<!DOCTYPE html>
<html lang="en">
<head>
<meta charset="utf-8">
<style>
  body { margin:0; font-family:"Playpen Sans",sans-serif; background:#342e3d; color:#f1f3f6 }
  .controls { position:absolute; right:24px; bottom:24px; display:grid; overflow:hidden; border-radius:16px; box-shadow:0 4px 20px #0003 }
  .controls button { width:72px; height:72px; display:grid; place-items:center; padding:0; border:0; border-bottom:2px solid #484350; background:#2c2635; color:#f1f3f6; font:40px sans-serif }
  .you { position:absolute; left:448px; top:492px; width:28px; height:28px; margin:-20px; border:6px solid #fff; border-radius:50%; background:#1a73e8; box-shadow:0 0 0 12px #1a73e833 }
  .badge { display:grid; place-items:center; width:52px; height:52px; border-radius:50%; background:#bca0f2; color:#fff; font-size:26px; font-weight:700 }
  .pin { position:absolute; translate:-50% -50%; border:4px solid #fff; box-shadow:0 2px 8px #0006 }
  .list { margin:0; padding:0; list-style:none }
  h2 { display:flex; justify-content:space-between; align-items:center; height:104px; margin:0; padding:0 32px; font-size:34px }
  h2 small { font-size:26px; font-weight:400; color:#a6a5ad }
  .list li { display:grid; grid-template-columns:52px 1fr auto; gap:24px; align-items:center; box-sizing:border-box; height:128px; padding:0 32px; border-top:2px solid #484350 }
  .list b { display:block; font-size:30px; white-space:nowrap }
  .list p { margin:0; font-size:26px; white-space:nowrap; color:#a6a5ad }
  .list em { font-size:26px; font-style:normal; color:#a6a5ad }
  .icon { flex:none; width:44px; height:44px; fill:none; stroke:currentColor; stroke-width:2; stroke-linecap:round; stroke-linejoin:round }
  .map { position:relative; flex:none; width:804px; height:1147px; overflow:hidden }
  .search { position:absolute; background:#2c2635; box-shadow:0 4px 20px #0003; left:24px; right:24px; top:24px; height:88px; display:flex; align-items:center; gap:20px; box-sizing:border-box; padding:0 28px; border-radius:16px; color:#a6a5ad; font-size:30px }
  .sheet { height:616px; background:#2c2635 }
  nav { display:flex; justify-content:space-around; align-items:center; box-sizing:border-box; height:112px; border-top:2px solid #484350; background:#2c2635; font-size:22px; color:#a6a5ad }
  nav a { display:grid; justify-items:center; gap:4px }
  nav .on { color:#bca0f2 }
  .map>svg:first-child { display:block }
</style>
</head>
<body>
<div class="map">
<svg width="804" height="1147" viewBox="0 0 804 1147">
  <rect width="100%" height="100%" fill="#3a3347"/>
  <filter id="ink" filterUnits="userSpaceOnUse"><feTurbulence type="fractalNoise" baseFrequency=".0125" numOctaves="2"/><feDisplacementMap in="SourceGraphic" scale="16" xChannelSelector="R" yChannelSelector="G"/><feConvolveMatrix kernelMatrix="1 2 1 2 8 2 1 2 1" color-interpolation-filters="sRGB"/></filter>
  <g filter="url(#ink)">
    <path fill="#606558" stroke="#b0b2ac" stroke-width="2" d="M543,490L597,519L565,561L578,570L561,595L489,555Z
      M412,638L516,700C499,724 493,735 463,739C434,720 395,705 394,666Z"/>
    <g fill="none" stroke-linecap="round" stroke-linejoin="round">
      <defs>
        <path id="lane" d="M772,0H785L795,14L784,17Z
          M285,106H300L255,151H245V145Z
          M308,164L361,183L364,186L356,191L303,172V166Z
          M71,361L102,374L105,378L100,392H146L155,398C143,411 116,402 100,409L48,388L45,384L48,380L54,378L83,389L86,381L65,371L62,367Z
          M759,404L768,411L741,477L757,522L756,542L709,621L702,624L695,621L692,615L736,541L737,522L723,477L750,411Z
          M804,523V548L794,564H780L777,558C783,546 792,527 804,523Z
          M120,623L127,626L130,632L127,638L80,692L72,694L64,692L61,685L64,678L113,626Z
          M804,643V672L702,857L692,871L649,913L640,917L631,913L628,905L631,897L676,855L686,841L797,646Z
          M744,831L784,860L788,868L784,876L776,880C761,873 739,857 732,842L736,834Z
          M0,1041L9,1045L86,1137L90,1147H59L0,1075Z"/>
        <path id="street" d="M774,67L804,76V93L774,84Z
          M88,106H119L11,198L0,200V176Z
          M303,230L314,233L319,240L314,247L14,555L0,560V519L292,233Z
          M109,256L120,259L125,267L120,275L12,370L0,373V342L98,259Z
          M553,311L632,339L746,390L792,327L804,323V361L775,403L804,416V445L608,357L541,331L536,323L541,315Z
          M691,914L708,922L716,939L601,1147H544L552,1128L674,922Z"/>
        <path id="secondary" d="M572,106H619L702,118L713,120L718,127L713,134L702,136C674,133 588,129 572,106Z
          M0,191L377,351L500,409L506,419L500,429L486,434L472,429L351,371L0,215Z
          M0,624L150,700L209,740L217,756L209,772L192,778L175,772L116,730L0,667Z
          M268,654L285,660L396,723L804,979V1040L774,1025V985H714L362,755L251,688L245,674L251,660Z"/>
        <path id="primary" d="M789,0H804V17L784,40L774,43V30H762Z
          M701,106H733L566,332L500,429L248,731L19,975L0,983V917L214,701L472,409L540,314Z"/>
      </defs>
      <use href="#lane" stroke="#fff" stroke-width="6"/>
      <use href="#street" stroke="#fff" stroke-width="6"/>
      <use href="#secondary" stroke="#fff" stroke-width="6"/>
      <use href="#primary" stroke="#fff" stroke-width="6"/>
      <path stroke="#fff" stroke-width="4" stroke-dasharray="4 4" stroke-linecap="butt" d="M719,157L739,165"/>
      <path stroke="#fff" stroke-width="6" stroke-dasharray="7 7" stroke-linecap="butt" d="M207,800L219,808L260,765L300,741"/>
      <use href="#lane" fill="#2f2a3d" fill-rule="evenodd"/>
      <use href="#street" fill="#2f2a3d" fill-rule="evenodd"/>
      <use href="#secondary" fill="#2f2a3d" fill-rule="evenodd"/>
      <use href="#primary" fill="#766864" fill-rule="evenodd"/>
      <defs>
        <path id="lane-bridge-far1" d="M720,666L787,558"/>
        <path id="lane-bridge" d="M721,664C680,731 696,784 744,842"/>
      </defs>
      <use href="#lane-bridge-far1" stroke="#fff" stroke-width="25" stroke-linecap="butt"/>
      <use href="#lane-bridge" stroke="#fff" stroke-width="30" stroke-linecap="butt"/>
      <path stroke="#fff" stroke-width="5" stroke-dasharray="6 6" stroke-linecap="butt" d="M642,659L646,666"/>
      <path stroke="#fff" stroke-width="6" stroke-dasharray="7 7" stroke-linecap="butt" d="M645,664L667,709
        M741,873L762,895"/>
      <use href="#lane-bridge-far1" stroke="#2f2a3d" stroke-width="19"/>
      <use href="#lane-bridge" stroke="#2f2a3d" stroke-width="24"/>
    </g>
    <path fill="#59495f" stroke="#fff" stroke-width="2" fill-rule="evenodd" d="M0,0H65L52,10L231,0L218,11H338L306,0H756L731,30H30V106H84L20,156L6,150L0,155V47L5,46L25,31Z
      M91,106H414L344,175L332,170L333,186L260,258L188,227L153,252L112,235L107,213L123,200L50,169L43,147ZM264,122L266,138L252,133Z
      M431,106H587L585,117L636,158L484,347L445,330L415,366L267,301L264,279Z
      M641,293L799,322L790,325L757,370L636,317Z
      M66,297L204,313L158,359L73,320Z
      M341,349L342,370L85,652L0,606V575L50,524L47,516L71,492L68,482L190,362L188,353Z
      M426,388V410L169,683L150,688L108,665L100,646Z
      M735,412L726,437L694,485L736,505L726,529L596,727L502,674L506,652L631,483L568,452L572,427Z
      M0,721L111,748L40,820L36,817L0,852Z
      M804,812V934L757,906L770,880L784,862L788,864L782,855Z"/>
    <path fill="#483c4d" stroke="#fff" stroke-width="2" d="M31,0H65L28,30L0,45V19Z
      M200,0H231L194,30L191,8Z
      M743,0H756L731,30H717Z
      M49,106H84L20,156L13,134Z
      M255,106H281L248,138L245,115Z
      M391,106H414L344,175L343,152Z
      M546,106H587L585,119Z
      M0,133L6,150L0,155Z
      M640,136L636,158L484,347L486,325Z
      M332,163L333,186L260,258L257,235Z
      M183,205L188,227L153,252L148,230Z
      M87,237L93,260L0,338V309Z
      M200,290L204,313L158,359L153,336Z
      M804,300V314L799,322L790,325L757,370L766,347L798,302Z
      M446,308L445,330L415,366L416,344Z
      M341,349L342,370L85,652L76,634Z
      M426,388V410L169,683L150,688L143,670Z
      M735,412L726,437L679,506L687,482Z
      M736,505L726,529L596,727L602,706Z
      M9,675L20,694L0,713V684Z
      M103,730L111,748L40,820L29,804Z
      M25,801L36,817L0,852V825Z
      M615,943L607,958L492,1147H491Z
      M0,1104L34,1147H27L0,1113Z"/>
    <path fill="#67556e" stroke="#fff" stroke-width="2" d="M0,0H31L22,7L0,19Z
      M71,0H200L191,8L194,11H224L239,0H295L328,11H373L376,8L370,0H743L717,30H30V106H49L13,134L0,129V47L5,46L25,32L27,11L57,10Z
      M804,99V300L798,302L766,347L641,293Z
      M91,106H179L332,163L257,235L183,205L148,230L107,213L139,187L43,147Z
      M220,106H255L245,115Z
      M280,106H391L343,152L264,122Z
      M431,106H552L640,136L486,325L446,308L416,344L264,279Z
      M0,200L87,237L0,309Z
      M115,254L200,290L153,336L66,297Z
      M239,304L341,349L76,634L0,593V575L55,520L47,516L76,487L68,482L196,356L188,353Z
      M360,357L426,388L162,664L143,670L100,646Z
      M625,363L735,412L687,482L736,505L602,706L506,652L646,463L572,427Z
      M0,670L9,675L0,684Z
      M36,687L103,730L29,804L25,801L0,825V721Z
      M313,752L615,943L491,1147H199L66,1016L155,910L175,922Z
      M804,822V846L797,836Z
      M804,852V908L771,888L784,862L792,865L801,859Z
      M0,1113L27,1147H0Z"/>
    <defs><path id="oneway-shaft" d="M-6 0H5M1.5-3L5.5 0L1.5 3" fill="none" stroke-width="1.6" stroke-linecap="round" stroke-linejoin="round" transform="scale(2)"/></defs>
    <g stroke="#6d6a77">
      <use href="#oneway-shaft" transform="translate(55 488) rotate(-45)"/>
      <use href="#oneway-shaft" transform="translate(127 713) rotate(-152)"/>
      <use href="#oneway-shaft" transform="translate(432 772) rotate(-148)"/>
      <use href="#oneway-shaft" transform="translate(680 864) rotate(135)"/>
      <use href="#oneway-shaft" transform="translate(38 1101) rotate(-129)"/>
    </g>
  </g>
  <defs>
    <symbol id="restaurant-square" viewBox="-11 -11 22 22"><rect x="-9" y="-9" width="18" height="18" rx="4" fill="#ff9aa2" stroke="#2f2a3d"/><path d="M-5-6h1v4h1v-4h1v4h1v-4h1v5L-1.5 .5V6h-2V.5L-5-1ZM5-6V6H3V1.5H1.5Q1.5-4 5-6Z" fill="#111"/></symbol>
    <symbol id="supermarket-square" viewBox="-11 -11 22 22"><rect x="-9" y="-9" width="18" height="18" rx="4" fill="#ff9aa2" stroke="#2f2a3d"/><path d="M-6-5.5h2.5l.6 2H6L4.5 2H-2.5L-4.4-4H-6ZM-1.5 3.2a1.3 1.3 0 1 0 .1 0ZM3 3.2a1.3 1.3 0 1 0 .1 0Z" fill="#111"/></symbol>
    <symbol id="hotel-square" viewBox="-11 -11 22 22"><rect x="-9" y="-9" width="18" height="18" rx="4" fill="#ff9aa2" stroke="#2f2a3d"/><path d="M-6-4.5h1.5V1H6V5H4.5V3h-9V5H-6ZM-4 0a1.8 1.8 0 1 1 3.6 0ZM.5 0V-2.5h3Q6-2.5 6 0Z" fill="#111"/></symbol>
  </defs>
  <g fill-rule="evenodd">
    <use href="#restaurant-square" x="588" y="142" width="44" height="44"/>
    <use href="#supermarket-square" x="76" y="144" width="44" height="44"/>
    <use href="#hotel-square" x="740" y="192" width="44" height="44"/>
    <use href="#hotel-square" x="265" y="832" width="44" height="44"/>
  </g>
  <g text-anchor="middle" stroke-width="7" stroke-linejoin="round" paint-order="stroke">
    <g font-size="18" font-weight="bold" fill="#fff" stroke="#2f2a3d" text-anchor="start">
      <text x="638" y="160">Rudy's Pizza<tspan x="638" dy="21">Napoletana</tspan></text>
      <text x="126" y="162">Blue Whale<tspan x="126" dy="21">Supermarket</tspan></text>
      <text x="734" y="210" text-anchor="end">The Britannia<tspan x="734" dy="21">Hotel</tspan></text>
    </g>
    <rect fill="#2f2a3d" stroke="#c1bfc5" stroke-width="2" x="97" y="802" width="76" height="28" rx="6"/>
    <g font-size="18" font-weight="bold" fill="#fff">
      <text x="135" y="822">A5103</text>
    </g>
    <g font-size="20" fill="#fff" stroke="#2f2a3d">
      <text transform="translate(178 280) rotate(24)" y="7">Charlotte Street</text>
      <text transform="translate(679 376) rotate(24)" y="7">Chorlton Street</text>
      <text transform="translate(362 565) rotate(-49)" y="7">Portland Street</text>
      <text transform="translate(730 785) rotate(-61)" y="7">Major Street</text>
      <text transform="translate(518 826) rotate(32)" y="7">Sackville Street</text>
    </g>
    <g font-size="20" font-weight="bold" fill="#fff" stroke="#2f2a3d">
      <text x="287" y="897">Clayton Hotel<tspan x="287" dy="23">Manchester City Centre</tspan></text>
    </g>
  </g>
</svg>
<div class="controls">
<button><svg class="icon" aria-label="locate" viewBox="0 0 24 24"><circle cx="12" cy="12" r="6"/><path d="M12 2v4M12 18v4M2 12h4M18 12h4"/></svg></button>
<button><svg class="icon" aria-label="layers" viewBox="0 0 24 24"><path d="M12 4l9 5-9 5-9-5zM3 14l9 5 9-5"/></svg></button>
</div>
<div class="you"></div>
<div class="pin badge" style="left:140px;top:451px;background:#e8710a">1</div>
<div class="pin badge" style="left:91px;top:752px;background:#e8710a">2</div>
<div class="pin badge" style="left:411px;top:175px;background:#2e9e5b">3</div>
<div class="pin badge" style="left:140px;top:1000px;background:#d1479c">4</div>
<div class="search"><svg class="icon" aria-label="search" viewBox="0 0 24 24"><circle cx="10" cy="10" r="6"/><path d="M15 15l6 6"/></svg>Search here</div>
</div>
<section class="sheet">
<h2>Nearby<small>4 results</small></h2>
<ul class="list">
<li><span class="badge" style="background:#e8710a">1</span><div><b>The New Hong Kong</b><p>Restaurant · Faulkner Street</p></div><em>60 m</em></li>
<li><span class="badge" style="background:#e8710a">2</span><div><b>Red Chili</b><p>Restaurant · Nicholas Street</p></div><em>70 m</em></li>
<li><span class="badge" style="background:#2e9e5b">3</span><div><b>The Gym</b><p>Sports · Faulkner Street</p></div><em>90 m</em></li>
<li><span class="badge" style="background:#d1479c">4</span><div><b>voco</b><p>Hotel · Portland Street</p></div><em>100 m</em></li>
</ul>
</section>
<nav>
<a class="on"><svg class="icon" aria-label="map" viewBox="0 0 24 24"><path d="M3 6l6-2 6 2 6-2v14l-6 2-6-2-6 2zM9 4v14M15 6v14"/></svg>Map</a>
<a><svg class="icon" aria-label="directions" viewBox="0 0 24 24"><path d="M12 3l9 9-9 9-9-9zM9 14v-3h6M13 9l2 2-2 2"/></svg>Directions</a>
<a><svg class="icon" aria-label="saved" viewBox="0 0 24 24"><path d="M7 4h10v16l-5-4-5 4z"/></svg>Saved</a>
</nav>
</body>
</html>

ACTION ITEM
Write out each line above that contains the word "bottom".

OUTPUT BELOW
  .controls { position:absolute; right:24px; bottom:24px; display:grid; overflow:hidden; border-radius:16px; box-shadow:0 4px 20px #0003 }
  .controls button { width:72px; height:72px; display:grid; place-items:center; padding:0; border:0; border-bottom:2px solid #484350; background:#2c2635; color:#f1f3f6; font:40px sans-serif }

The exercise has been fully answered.